■ DIRECTIONS: The pictures stay out. Please retype every line below exactly.

■ GIVEN MATERIAL:
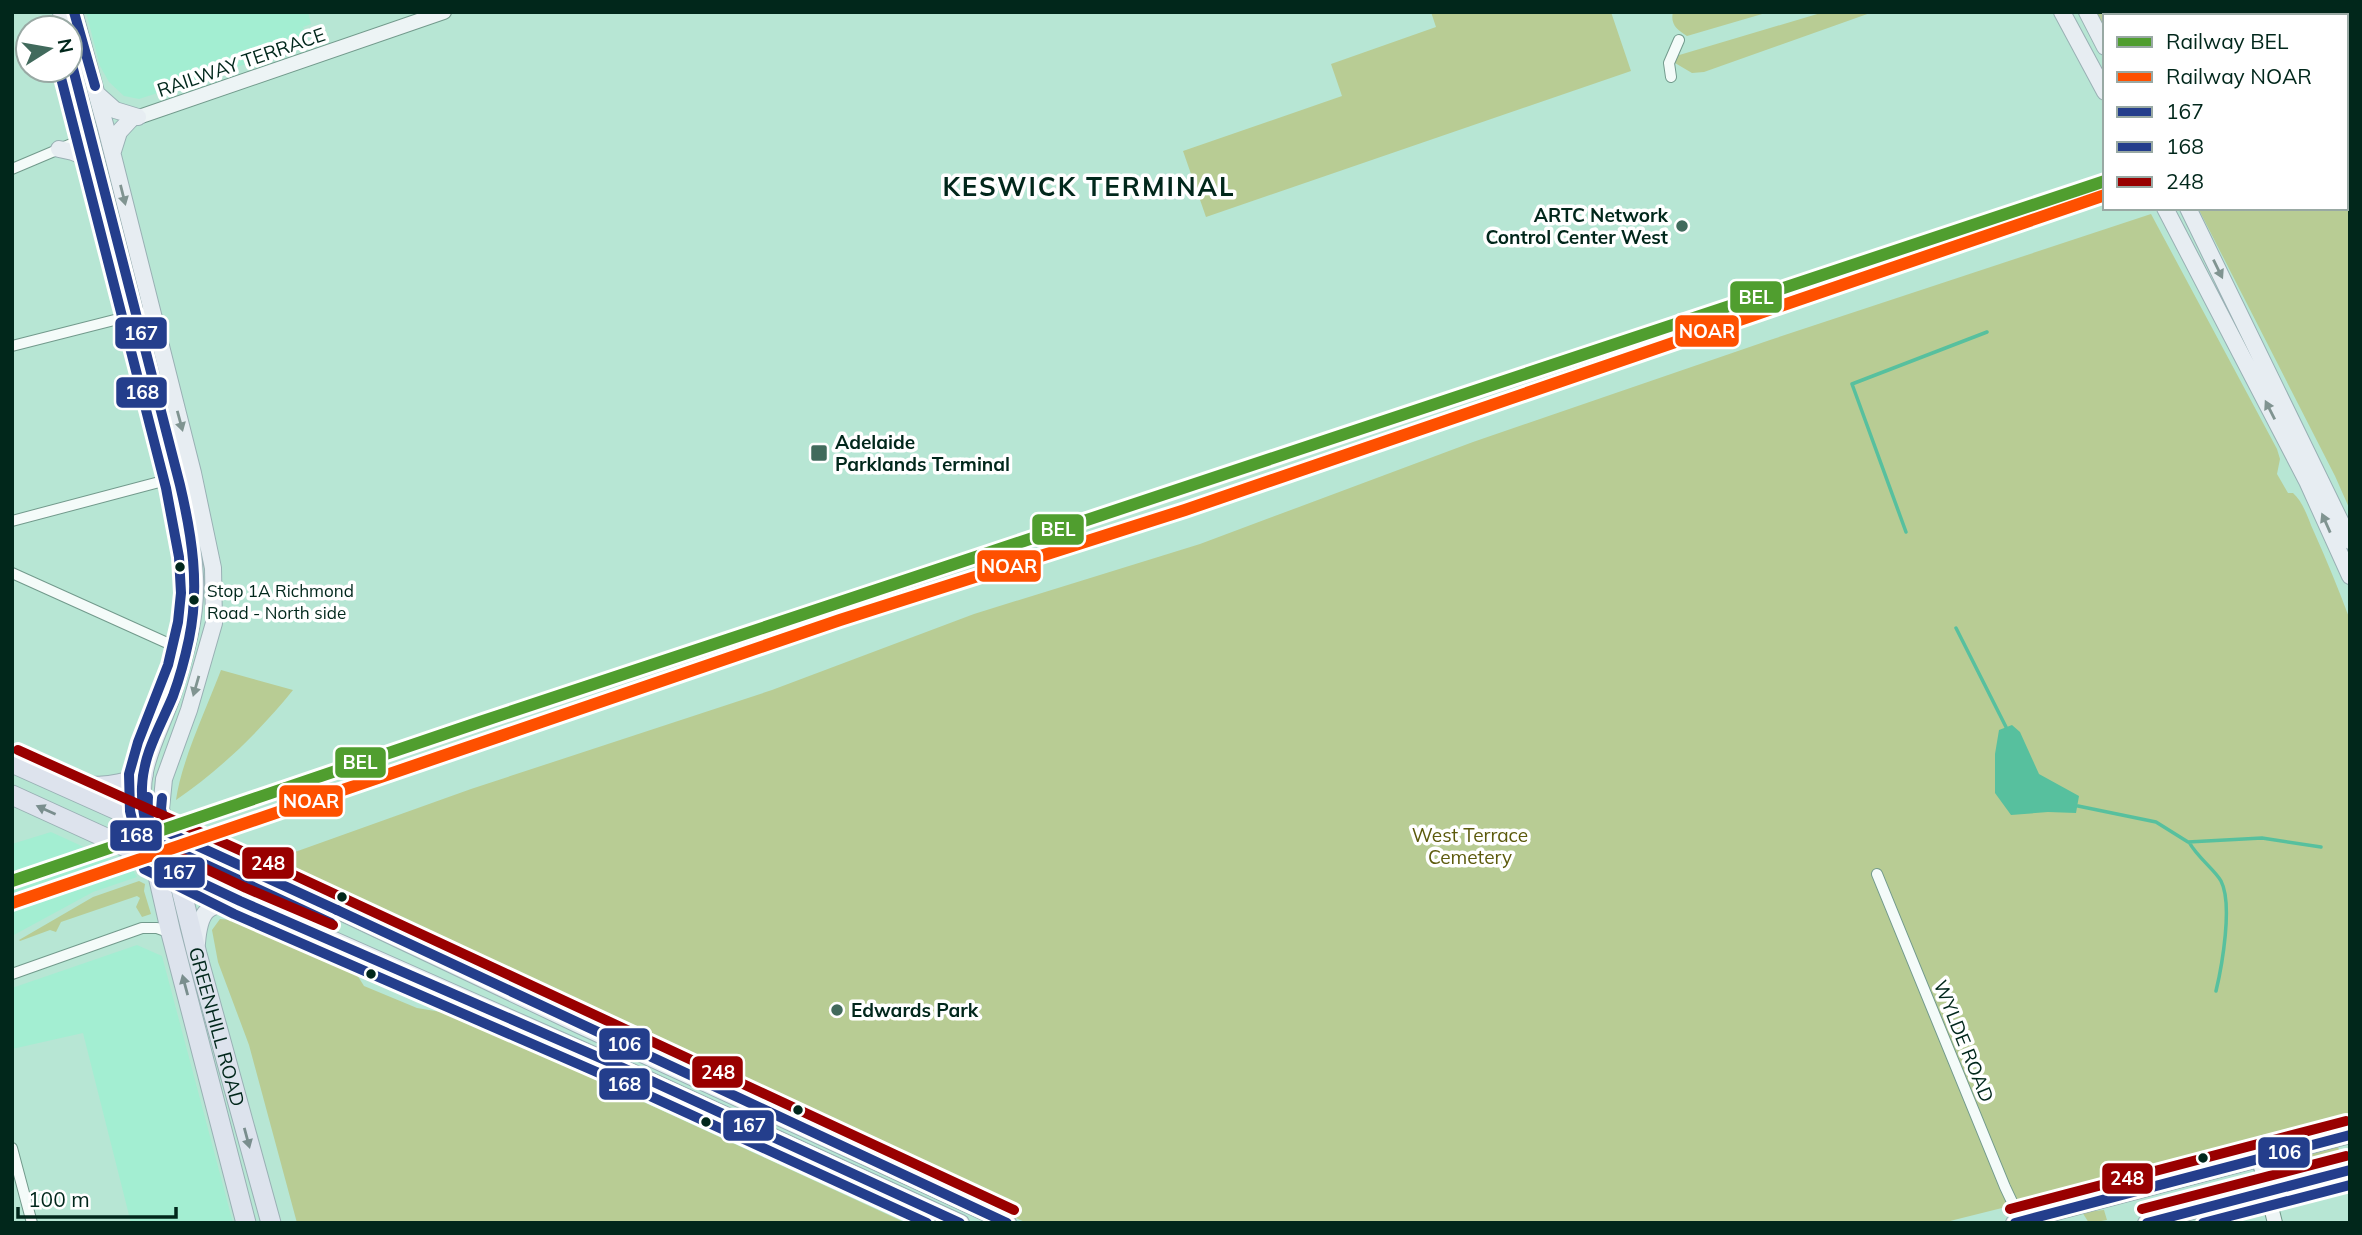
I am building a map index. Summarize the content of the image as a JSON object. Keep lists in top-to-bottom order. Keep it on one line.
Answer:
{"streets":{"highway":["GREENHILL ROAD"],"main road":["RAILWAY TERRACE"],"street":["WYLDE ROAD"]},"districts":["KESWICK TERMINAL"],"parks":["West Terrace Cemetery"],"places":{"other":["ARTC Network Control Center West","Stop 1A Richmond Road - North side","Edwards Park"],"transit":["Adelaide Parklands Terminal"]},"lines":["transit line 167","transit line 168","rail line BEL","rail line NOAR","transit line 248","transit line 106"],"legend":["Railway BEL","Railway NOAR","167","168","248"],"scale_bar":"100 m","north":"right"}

■ SOLUTION FOR THIS PROBLEM:
I am building a map index. Summarize the content of the image as a JSON object. Keep lists in top-to-bottom order. Keep it on one line.
Answer:
{"streets":{"highway":["GREENHILL ROAD"],"main road":["RAILWAY TERRACE"],"street":["WYLDE ROAD"]},"districts":["KESWICK TERMINAL"],"parks":["West Terrace Cemetery"],"places":{"other":["ARTC Network Control Center West","Stop 1A Richmond Road - North side","Edwards Park"],"transit":["Adelaide Parklands Terminal"]},"lines":["transit line 167","transit line 168","rail line BEL","rail line NOAR","transit line 248","transit line 106"],"legend":["Railway BEL","Railway NOAR","167","168","248"],"scale_bar":"100 m","north":"right"}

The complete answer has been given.